Learning Summary Statistics for Bayesian Inference with Autoencoders

Weaknesses 1- The context of the method is correctly presented, but I feel like there is a lack of motivation. In particular, the number of refences is quite low, ~10. Still, I'm not an expert in this field but it still feels that some information and references on where/why it is useful and/or practical is missing.

Bayesian inference with stochastic models has a large number of practical applications. Unfortunately, the Bayesian posterior typically depends on very high-dimensional integrals. Therefore, finding good summary statistics is critical for all methods that attempt to circumvent direct numerical evaluation of these integrals. Machine learning offers new and exciting methods of learning such statistics, and our contribution goes in this direction. We do not want to give an exhaustive overview over the vast literature on this problem, but rather cite some key papers in which the reader can find more relevant references. In the revised manuscript, we have added another key reference ([Greenberg et al., 2019]).
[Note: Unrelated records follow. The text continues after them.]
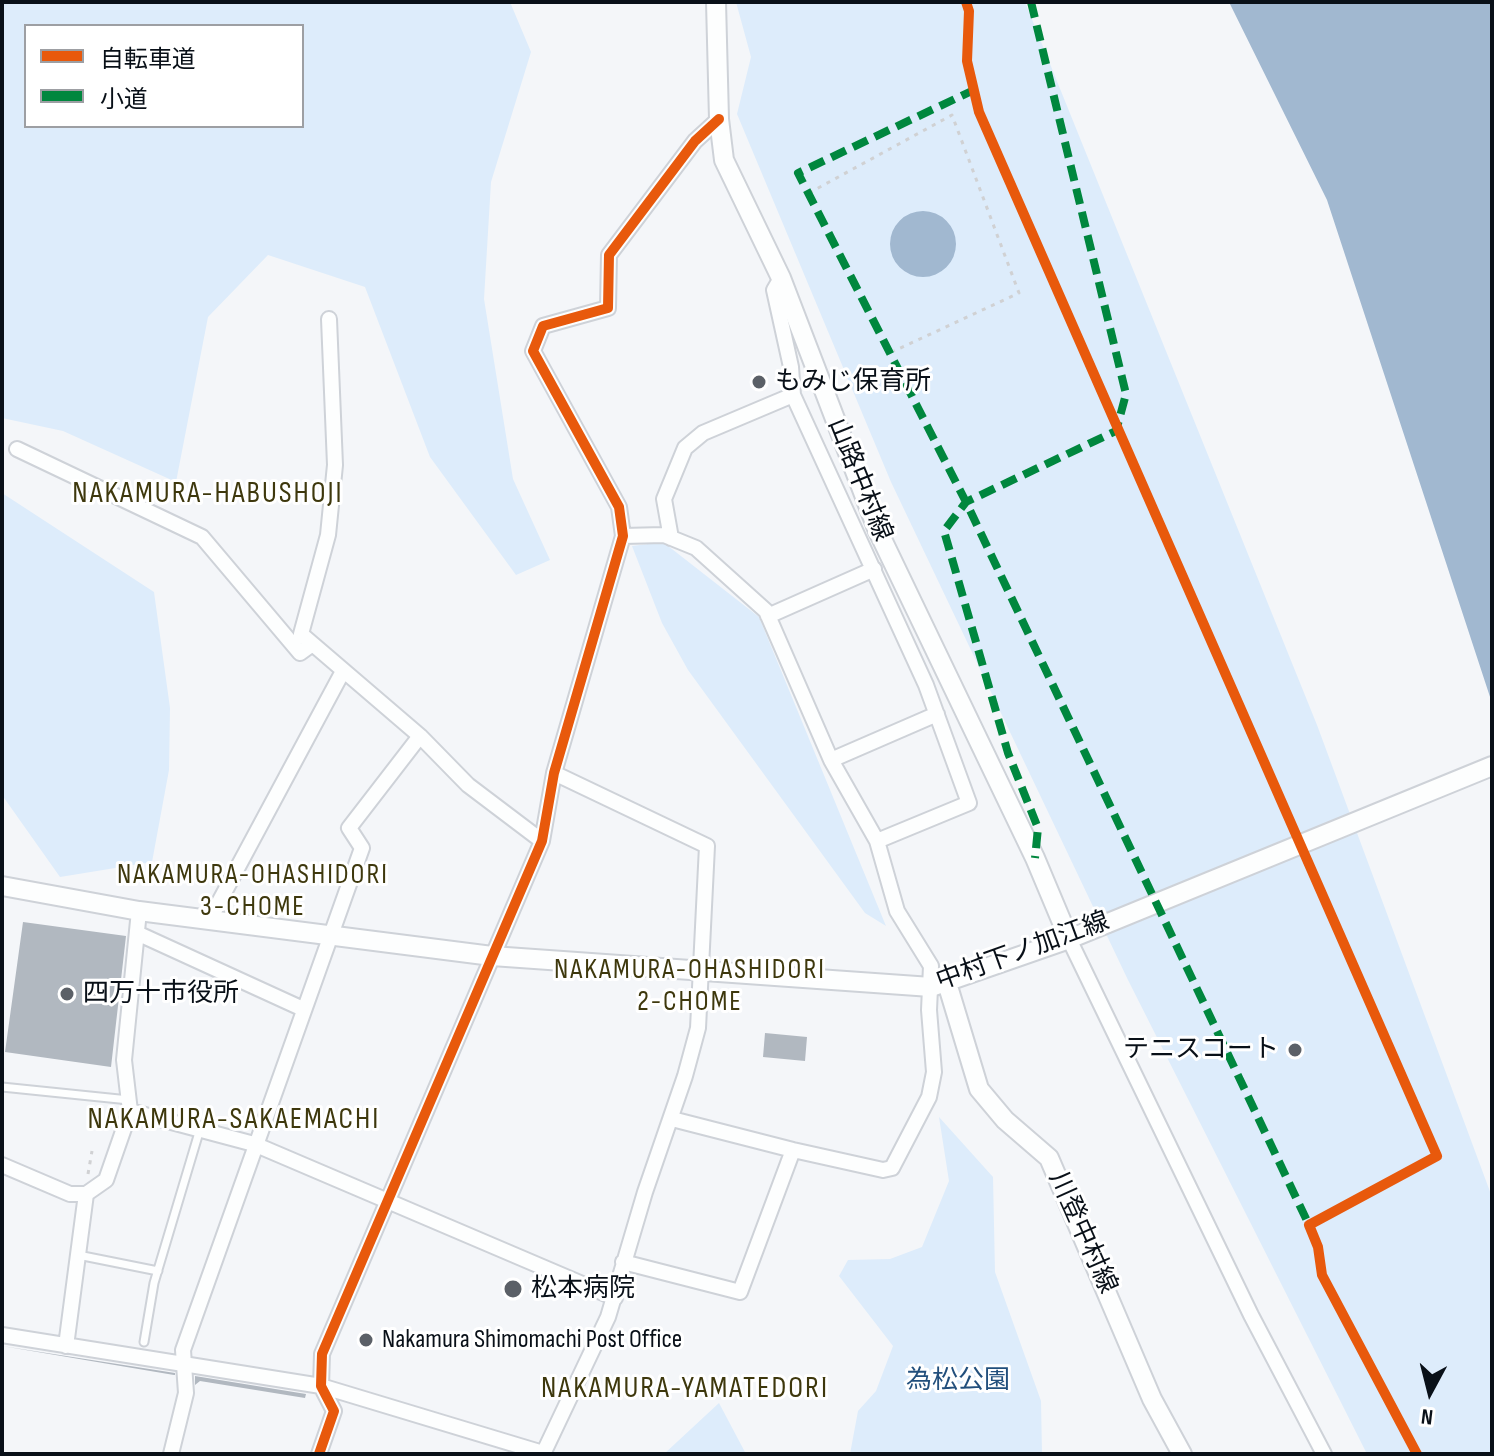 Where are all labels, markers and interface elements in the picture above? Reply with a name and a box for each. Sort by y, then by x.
legend [24,24,304,128]
text: 自転車道 [100,45,196,74]
text: 小道 [100,85,148,114]
place label: もみじ保育所 [775,366,931,398]
marker: もみじ保育所 [750,373,768,391]
street label: 山路中村線 [820,414,898,546]
district label: NAKAMURA-HABUSHOJI [72,476,344,512]
district label: NAKAMURA-OHASHIDORI 3-CHOME [117,859,389,925]
street label: 中村下ノ加江線 [932,906,1114,998]
district label: NAKAMURA-OHASHIDORI 2-CHOME [554,954,826,1020]
place label: 四万十市役所 [83,978,239,1010]
marker: 四万十市役所 [58,985,76,1003]
place label: テニスコート [1123,1034,1279,1066]
marker: テニスコート [1286,1041,1304,1059]
district label: NAKAMURA-SAKAEMACHI [88,1102,380,1138]
street label: 川登中村線 [1041,1167,1123,1299]
place label: 松本病院 [531,1273,635,1305]
marker: 松本病院 [502,1278,524,1300]
place label: Nakamura Shimomachi Post Office [382,1324,682,1356]
marker: Nakamura Shimomachi Post Office [357,1331,375,1349]
north arrow [1390,1352,1470,1432]
park label: 為松公園 [906,1365,1010,1397]
district label: NAKAMURA-YAMATEDORI [541,1371,829,1407]
text: N [1420,1402,1434,1430]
Because one of our methods, ENCA, does not necessarily require access to the model parameters, it can potentially be applied in a much broader context of feature learning. We have added this outlook to the Introduction:

“What distinguishes our approach from other information-theoretic machine learning algorithms such as the ones recently presented in \cite{cvitkovic_2019_MinSuffStatML} and \cite{chen2020MLsufficientStats}, is the possibility to use {\em explicit} noise information. This makes our approach also applicable in situations where only noise-, but no parameter-information is available, as could be the case in observed rather than simulated data. As an example, we might want to use it to remove rain-features (rain playing the role of the noise) from hydrological runoff time-series in order to distill runoff-features that stem from the catchments themselves. We will examine this application in future publications.”
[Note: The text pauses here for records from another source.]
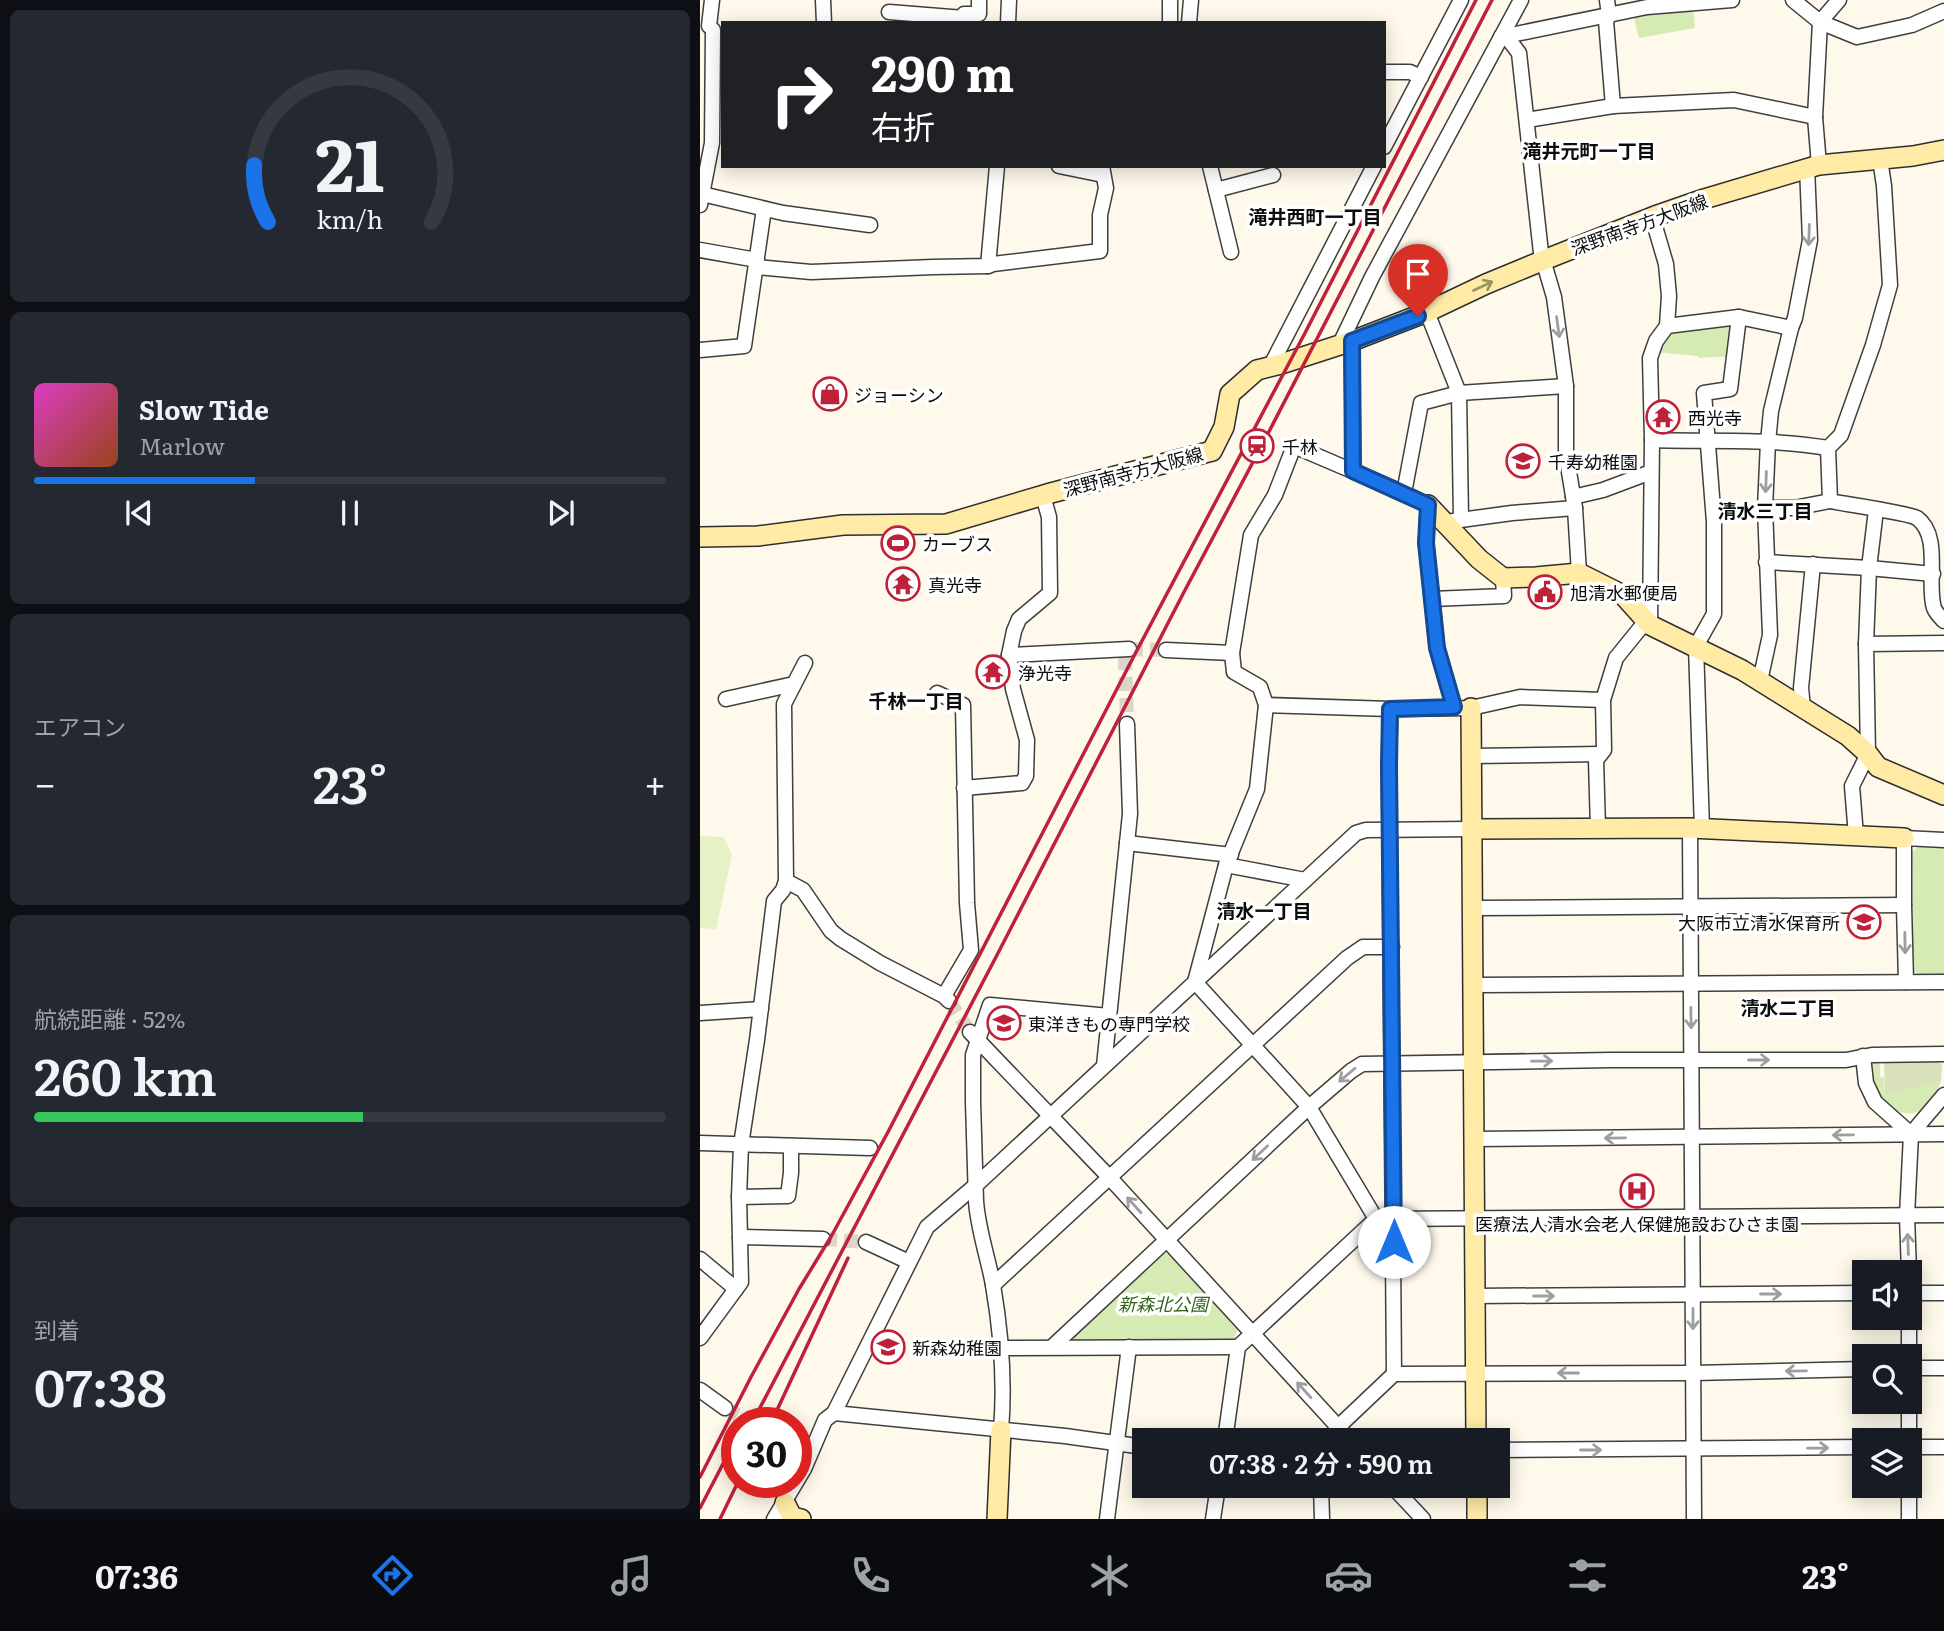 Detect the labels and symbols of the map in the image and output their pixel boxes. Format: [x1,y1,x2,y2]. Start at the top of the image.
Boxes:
district label: 滝井元町一丁目 [1522,136,1656,164]
street label: 深野南寺方大阪線 [1567,187,1711,261]
district label: 滝井西町一丁目 [1248,202,1382,230]
one-way arrow [1803,224,1816,247]
pin [1388,244,1448,316]
one-way arrow [1472,278,1493,292]
one-way arrow [1551,315,1564,337]
shop icon: ジョーシン [811,375,849,413]
place label: ジョーシン [854,381,944,408]
temple icon: 西光寺 [1644,398,1682,436]
place label: 西光寺 [1688,404,1742,431]
station icon: 千林 [1238,427,1276,465]
place label: 千林 [1282,433,1318,460]
street label: 深野南寺方大阪線 [1060,439,1206,503]
school or university icon: 千寿幼稚園 [1504,442,1542,480]
place label: 千寿幼稚園 [1548,448,1638,475]
one-way arrow [1760,471,1773,494]
district label: 清水三丁目 [1717,496,1813,524]
sports icon: カーブス [879,524,917,562]
place label: カーブス [922,530,993,557]
temple icon: 真光寺 [884,565,922,603]
place label: 真光寺 [928,571,982,598]
public building icon: 旭清水郵便局 [1526,573,1564,611]
place label: 旭清水郵便局 [1570,579,1678,606]
temple icon: 浄光寺 [974,653,1012,691]
place label: 浄光寺 [1018,659,1072,686]
district label: 千林一丁目 [868,686,964,714]
district label: 清水一丁目 [1216,896,1312,924]
school or university icon: 大阪市立清水保育所 [1845,903,1883,941]
place label: 大阪市立清水保育所 [1678,909,1840,936]
one-way arrow [1898,932,1911,955]
district label: 清水二丁目 [1740,993,1836,1021]
school or university icon: 東洋きもの専門学校 [985,1004,1023,1042]
one-way arrow [1684,1007,1698,1030]
place label: 東洋きもの専門学校 [1028,1010,1190,1037]
one-way arrow [1748,1053,1771,1067]
one-way arrow [1531,1054,1554,1068]
one-way arrow [1338,1067,1356,1083]
one-way arrow [1831,1128,1854,1141]
one-way arrow [1604,1131,1627,1145]
one-way arrow [1252,1145,1269,1162]
hospital icon: 医療法人清水会老人保健施設おひさま園 [1618,1172,1656,1210]
one-way arrow [1126,1196,1142,1214]
position arrow [1357,1205,1431,1279]
place label: 医療法人清水会老人保健施設おひさま園 [1475,1210,1799,1237]
one-way arrow [1902,1233,1915,1256]
one-way arrow [1760,1287,1783,1301]
one-way arrow [1532,1289,1555,1303]
park label: 新森北公園 [1118,1290,1211,1317]
one-way arrow [1686,1308,1700,1331]
school or university icon: 新森幼稚園 [869,1328,907,1366]
place label: 新森幼稚園 [912,1334,1002,1361]
one-way arrow [1784,1364,1807,1377]
one-way arrow [1557,1366,1580,1380]
one-way arrow [1296,1382,1313,1399]
speed limit sign: 30 [721,1407,812,1498]
one-way arrow [1806,1441,1829,1455]
one-way arrow [1579,1443,1602,1457]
2- In relation with the previous remark, the chosen example are not motivated clearly to me.

The motivation of the first example (eq. (9) in the revised manuscript) is to use a simple stochastic model that can exhibit very different behavior, even for fixed parameters (akin to phases in statistical mechanics). In such cases, it is typically necessary to use more summary statistics than parameters in order to distinguish these different types of behavior. The motivation behind the second model (eq. (13)) is to use a simple example for the common situation where we have more noise degrees of freedom (epsilon and alpha time series) than outputs (x time series). Integrating out the excess degrees of noise typically takes us outside of the exponential family where there is no bounded set of sufficient summary statistics any more. Our results show that, even in this situation, a satisfactory approximation of the posterior is achieved with a small number of statistics and that our proposed methods can find them.

3- A part of the discussion is about the need to add "auxiliary" summary statistics, however it is not clear how to do it in general ?, in the first example a choice is made based upon prior knowledge of the problem. In the second one, it is not even discussed.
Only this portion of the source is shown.